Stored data
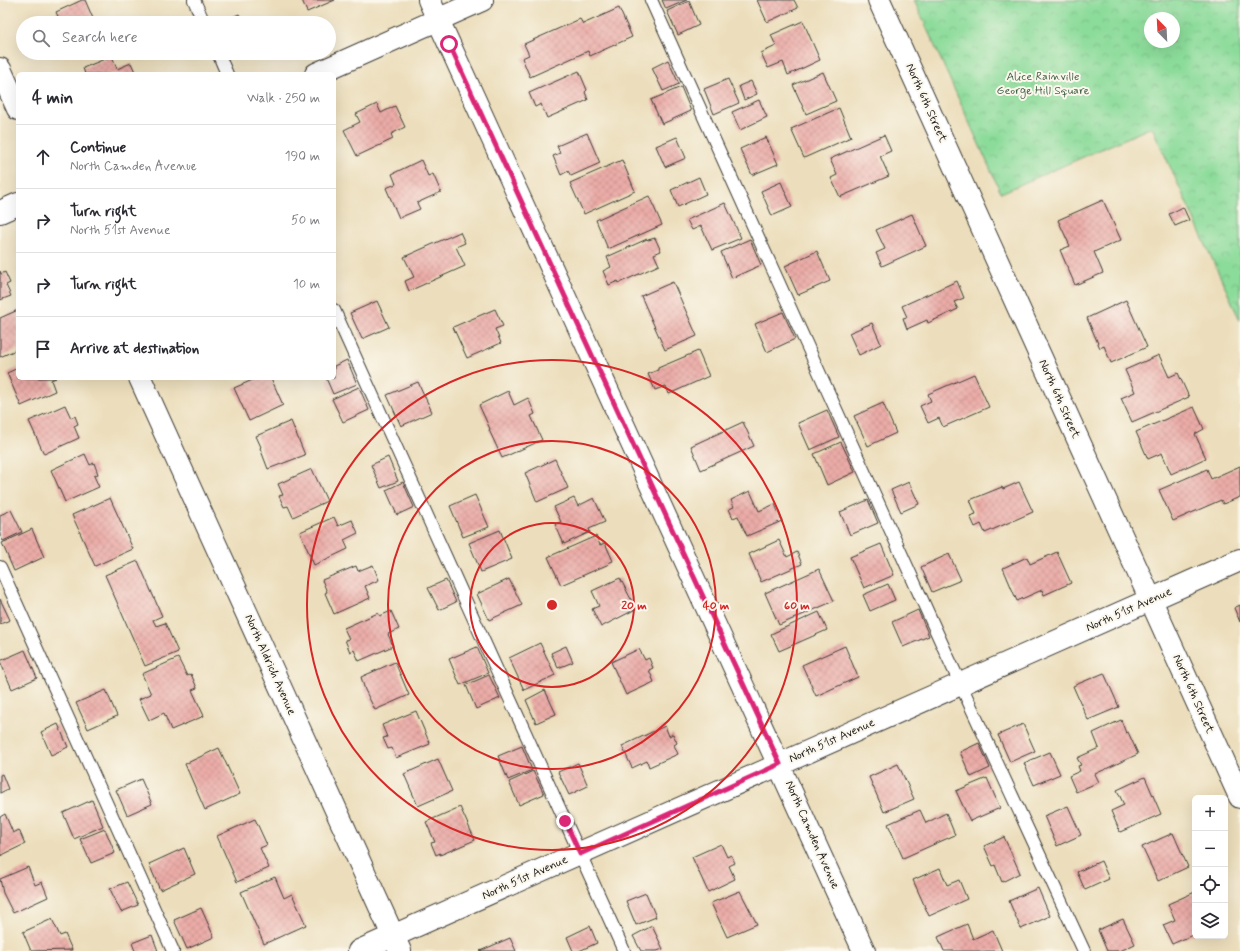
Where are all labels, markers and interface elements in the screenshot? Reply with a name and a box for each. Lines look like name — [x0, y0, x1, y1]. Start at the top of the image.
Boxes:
north arrow — [1144, 12, 1180, 48]
search box — [16, 16, 336, 60]
icon: search — [30, 27, 52, 49]
text: Search here — [62, 28, 138, 48]
route start — [440, 35, 458, 53]
street label: North 6th Street — [901, 61, 951, 145]
park label: Alice Rainville George Hill Square — [997, 69, 1090, 99]
text: 4 min — [32, 87, 73, 109]
text: Walk · 250 m — [247, 90, 320, 107]
text: Continue — [70, 138, 126, 158]
icon: ahead — [32, 146, 54, 168]
text: 190 m — [285, 148, 320, 165]
text: North Camden Avenue — [70, 158, 197, 175]
text: Turn right — [70, 202, 137, 222]
icon: right — [32, 210, 54, 232]
text: 50 m — [291, 212, 320, 229]
text: North 51st Avenue — [70, 222, 170, 239]
icon: right — [32, 274, 54, 296]
text: Turn right — [70, 275, 137, 295]
text: 10 m — [293, 276, 320, 293]
icon: arrive — [32, 338, 54, 360]
text: Arrive at destination — [70, 339, 199, 359]
street label: North 6th Street — [1034, 357, 1084, 441]
street label: North 51st Avenue — [1083, 584, 1175, 636]
centre of rings — [545, 598, 559, 612]
text: 20 m — [621, 598, 647, 614]
text: 40 m — [703, 598, 730, 614]
text: 60 m — [784, 598, 810, 614]
street label: North Aldrich Avenue — [241, 612, 300, 718]
street label: North 6th Street — [1168, 652, 1218, 736]
street label: North 51st Avenue — [786, 715, 878, 767]
street label: North Camden Avenue — [781, 778, 843, 892]
map controls — [1192, 795, 1228, 939]
button: + — [1192, 795, 1228, 831]
route end — [556, 812, 574, 830]
button: − — [1192, 831, 1228, 867]
street label: North 51st Avenue — [479, 852, 571, 904]
button: locate — [1192, 867, 1228, 903]
button: layers — [1192, 903, 1228, 939]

TASK GOAL
Check each line of the records for the word "Avenue", and show the lines that contain it.

RESPONSE TO THE EXERCISE
text: North Camden Avenue — [70, 158, 197, 175]
text: North 51st Avenue — [70, 222, 170, 239]
street label: North 51st Avenue — [1083, 584, 1175, 636]
street label: North Aldrich Avenue — [241, 612, 300, 718]
street label: North 51st Avenue — [786, 715, 878, 767]
street label: North Camden Avenue — [781, 778, 843, 892]
street label: North 51st Avenue — [479, 852, 571, 904]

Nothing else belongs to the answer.